The condition in line 8 of the algorithm is defined in this part as:

$\mathbf{Condition}\mathbf{1}$ (Length of $LocalPath$) In this part, the max length of $LocalPath$ is set to 300,000. In fact, it needs to be adapted to the specific situation. The 300,000 is set based on the requirements of the designed training model.

Eventually, the generated local sentences would be imported into the TextCNN model for training.

Algorithm 1 The Local Strategy Algorithm

Input: the specific netlist L and the search scope $\delta$

Output: the local path sentences

1: Iterate through L to generate the adjacency list $AL$;   2: ${\mathcal{P}}^{\pm }=DFS\left(AL\right)$   3: for $q_i$ in $({\mathcal{P}}^{+}\cap {\mathcal{P}}^{-})$ do   4:       if $i\ge \delta +1andi\le f-\delta$ then   5:            $LocalPath\left(n_i\right)=\left\{q_{i-\delta }^{-},\dots ,q_i,\dots ,q_{i+\delta }^{+}\right\}$;   6:            $LocalPath\left(n_i\right)\in LocalPath$   7:       end if   8:       if meet the condition then   9:            continue; 10:       end if 11: end for 12: for $item$ in $LocalPath$ do 13:       $LocalPathSentence\leftarrow$ Extract the type name of each component in $item$; 14: end for 15: return $LocalPathSentence$.

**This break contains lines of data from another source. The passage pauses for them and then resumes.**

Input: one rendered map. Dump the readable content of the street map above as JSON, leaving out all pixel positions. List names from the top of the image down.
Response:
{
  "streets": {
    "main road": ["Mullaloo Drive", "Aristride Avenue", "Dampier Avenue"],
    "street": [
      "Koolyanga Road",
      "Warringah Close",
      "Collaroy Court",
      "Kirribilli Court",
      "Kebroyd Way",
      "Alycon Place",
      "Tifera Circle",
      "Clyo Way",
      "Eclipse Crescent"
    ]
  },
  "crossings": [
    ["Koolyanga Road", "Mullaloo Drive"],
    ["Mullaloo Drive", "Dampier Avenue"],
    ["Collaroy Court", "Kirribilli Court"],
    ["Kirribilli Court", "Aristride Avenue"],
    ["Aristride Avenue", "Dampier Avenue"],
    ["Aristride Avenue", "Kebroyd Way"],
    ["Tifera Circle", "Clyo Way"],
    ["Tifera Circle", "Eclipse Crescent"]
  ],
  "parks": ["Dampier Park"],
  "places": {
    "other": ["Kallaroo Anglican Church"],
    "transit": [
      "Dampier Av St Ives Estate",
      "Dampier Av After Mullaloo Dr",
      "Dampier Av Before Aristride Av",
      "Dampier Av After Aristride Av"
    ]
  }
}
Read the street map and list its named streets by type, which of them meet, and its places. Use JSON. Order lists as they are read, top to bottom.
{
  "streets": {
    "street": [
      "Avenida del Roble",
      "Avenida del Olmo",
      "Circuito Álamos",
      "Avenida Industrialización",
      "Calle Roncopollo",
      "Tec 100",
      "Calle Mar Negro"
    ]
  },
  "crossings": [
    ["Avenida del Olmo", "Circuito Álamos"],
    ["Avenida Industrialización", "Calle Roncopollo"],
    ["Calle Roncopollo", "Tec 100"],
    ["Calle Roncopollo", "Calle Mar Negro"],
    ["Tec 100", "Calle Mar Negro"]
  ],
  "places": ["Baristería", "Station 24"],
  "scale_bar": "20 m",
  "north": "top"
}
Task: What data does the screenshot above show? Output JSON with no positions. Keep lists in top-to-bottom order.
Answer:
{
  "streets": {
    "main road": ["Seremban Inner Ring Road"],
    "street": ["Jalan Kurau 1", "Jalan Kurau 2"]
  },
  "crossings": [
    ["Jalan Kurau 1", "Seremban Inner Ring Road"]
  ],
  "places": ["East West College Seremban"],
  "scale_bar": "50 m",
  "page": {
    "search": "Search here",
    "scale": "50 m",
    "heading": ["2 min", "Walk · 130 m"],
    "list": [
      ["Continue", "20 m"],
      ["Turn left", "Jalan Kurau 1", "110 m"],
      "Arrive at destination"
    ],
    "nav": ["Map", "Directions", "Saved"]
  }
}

6. Pretraining and Deep Learning Architecture

In this section, the details of pretraining and the model structure of TextCNN are introduced. Moreover, some parameters in the model are given here.

6.1. Type Names Pretraining

In this part, the work on type name pretraining is presented. In the work mentioned above, the MHTtext model extracted the type names from the generated sentences. The pretraining of type names lets the word vectors record the relative relationships of the circuit components at that location. To better reflect the correlation between words in the word vector, we use unsupervised learning, word2vec, to calculate the clustering relationships between all words in the vocabulary after de-duplication.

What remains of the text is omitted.